Calculate the following determinant $$\det\begin{bmatrix} a_1 & 0 & ... &0&b_1 \\ 0&a_2 & ... &b_2&0 \\ &&... \\ 0 & b_{2n-1} & ... &a_{2n-1}&0\\ b_{2n} & 0 & ... &0&a_{2n}\end{bmatrix}$$
We thought about using the idea of a determinant of blocks. Using that way we got $a_1a_2..a_2n - b_1b_2...b_{2n}$ . Another thought was using the definition using permutations, but we are having trouble understanding why the rest of the permutations (except the identity permutation and the permutation that returns the last to the first etc) eventually become 0. We would like to verify correctness/get an explanation on how to solve this one using permutations and blocks.
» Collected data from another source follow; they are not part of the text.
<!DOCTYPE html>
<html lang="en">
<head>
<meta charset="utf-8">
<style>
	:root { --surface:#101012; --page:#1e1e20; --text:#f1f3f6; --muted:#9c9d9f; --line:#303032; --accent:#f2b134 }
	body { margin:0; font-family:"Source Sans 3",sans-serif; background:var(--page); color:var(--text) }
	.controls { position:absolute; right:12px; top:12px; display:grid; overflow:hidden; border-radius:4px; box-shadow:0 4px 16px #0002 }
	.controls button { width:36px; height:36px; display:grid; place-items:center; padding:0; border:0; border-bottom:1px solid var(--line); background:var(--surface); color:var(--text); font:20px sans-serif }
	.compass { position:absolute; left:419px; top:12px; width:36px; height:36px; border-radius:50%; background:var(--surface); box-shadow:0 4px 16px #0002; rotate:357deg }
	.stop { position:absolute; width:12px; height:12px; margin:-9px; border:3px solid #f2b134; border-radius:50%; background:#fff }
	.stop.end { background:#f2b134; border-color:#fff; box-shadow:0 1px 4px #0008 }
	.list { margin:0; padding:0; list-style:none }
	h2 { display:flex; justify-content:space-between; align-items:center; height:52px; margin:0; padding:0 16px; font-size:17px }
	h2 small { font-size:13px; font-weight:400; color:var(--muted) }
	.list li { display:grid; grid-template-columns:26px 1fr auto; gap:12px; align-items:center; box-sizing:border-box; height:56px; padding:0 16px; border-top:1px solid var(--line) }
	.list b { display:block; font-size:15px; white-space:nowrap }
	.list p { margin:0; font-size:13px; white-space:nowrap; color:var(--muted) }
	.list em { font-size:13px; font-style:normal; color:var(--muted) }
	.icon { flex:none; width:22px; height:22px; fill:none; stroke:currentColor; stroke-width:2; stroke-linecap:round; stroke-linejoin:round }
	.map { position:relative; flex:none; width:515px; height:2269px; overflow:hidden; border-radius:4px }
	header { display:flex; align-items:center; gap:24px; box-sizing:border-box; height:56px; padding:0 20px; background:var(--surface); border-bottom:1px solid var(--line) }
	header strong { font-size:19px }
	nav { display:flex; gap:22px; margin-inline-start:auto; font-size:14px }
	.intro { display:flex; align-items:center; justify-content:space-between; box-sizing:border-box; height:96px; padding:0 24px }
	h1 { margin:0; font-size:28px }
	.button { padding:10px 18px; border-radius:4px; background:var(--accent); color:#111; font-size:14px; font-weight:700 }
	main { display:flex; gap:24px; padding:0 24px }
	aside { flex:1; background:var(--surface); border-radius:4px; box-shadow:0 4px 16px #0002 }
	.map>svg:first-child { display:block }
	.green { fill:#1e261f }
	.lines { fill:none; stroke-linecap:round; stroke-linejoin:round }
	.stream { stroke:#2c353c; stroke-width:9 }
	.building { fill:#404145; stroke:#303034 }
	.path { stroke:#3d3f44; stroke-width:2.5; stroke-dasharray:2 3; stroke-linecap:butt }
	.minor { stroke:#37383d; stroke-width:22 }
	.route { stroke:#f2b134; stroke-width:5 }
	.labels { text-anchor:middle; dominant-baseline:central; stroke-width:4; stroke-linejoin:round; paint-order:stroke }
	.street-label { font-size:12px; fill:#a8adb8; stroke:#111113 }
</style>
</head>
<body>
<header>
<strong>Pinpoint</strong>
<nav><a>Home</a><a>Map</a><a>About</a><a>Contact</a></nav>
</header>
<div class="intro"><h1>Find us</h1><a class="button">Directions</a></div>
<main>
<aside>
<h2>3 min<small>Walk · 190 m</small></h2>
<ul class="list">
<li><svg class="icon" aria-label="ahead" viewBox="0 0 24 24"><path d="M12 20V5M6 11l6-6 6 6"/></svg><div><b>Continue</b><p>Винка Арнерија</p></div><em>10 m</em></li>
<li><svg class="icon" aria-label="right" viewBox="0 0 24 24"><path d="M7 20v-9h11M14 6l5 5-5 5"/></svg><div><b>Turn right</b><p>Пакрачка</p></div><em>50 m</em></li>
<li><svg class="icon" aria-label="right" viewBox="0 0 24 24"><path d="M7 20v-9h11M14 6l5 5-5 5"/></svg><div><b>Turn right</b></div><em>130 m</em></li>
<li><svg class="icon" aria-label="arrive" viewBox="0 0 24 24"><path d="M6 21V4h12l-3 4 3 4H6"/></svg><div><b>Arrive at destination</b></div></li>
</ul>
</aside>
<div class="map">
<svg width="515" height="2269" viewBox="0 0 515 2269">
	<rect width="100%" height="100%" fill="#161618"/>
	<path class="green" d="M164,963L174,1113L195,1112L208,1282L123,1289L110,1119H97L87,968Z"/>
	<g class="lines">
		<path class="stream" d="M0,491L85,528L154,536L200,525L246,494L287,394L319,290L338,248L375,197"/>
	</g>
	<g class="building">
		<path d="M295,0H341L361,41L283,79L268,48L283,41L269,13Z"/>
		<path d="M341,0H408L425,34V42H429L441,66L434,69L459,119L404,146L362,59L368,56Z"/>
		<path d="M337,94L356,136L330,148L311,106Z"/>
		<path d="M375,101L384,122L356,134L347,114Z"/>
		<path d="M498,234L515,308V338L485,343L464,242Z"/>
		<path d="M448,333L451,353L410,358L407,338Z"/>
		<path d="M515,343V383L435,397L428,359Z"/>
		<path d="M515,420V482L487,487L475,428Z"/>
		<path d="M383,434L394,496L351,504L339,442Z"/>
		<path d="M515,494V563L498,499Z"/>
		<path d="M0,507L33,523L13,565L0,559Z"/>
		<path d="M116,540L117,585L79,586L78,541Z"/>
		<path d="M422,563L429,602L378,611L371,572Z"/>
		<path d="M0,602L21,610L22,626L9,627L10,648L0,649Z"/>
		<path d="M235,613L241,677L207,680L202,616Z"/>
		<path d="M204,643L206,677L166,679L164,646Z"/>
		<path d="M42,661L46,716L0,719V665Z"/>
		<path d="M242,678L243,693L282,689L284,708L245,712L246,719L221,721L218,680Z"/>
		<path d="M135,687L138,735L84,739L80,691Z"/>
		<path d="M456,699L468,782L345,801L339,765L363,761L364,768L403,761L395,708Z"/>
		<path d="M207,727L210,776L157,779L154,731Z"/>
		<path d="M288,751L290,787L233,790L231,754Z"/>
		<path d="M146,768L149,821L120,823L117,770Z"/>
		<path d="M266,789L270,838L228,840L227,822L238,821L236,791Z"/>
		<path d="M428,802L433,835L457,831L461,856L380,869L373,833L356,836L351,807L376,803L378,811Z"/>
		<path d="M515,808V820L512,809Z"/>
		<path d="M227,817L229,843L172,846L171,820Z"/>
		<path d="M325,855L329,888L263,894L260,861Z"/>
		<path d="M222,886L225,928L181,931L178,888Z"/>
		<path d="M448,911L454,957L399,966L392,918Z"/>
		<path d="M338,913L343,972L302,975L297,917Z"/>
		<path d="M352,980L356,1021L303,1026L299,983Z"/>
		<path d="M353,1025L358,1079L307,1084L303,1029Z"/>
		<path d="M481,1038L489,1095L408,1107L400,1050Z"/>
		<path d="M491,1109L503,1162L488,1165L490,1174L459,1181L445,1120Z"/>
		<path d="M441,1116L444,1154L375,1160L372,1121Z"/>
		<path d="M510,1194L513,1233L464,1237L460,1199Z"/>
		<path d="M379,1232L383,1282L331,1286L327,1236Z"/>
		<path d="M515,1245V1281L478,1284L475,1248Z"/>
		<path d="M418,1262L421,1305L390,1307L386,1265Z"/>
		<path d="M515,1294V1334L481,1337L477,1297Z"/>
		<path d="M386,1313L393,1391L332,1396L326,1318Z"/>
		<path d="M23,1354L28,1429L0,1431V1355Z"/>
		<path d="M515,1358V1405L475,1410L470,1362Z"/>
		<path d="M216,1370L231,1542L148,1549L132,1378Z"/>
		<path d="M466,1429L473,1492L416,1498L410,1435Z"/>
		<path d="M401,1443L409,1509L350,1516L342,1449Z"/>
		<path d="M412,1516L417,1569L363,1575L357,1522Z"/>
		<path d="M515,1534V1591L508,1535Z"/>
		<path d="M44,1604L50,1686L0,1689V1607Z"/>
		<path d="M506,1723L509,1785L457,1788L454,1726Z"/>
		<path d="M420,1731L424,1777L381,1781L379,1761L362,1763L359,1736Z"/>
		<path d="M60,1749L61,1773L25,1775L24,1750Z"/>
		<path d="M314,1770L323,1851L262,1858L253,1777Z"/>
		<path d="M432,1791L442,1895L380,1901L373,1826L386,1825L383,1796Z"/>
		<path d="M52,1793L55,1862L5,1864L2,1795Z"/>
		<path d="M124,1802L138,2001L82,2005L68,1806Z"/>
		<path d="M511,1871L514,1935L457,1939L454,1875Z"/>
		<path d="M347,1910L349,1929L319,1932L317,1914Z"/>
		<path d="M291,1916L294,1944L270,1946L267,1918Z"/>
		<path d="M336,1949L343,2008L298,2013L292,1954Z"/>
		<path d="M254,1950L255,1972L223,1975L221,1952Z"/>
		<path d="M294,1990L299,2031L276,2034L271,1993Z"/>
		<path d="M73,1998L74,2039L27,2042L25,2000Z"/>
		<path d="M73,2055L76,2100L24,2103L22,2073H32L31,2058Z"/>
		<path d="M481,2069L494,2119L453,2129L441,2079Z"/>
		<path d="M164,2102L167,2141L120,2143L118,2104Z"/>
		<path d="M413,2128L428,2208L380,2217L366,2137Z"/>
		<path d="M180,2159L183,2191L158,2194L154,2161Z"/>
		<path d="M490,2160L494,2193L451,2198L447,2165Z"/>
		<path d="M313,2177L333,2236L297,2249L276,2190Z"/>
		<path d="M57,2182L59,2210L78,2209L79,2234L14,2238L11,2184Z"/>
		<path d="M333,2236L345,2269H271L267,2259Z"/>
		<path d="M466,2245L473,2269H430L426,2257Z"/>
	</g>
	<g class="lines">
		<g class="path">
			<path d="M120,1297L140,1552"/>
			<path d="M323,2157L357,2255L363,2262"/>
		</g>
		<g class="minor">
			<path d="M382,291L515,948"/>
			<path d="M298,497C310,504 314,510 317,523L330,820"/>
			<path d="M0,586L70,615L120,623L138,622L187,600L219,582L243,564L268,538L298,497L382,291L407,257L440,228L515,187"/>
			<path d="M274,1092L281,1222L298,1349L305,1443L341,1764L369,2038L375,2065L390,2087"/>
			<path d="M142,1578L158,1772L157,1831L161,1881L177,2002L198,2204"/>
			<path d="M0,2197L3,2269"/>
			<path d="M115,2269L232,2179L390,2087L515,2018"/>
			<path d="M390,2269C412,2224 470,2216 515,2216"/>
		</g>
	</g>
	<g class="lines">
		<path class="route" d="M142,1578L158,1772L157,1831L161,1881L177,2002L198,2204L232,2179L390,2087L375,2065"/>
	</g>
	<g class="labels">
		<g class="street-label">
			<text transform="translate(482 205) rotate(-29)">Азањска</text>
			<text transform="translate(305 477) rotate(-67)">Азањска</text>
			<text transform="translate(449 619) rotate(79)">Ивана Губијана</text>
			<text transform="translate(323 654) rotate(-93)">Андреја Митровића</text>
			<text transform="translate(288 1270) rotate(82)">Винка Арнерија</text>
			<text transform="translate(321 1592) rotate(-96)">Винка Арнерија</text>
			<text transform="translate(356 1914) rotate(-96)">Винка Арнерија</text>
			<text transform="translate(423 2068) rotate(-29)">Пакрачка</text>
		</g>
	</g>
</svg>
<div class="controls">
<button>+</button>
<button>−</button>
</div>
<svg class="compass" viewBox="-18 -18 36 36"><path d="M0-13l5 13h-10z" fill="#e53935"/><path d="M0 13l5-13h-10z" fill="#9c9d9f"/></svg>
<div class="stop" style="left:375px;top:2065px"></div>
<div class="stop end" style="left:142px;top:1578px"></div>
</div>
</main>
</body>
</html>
Laplace expansion should give you the simplest way to solve the problem, but if you insist on using permutations and block matrices, you may first move the last column forward to the second column, and then move the last row upward to the second row. So, the required determinant is equal to the determinant of $$ \pmatrix{a_1&b_1\\ b_{2n}&a_{2n}\\ &&a_2&\cdots&b_2\\ &&&\cdots\\ &&b_{2n-1}&\cdots&a_{2n-1}} $$ and you may proceed recursively.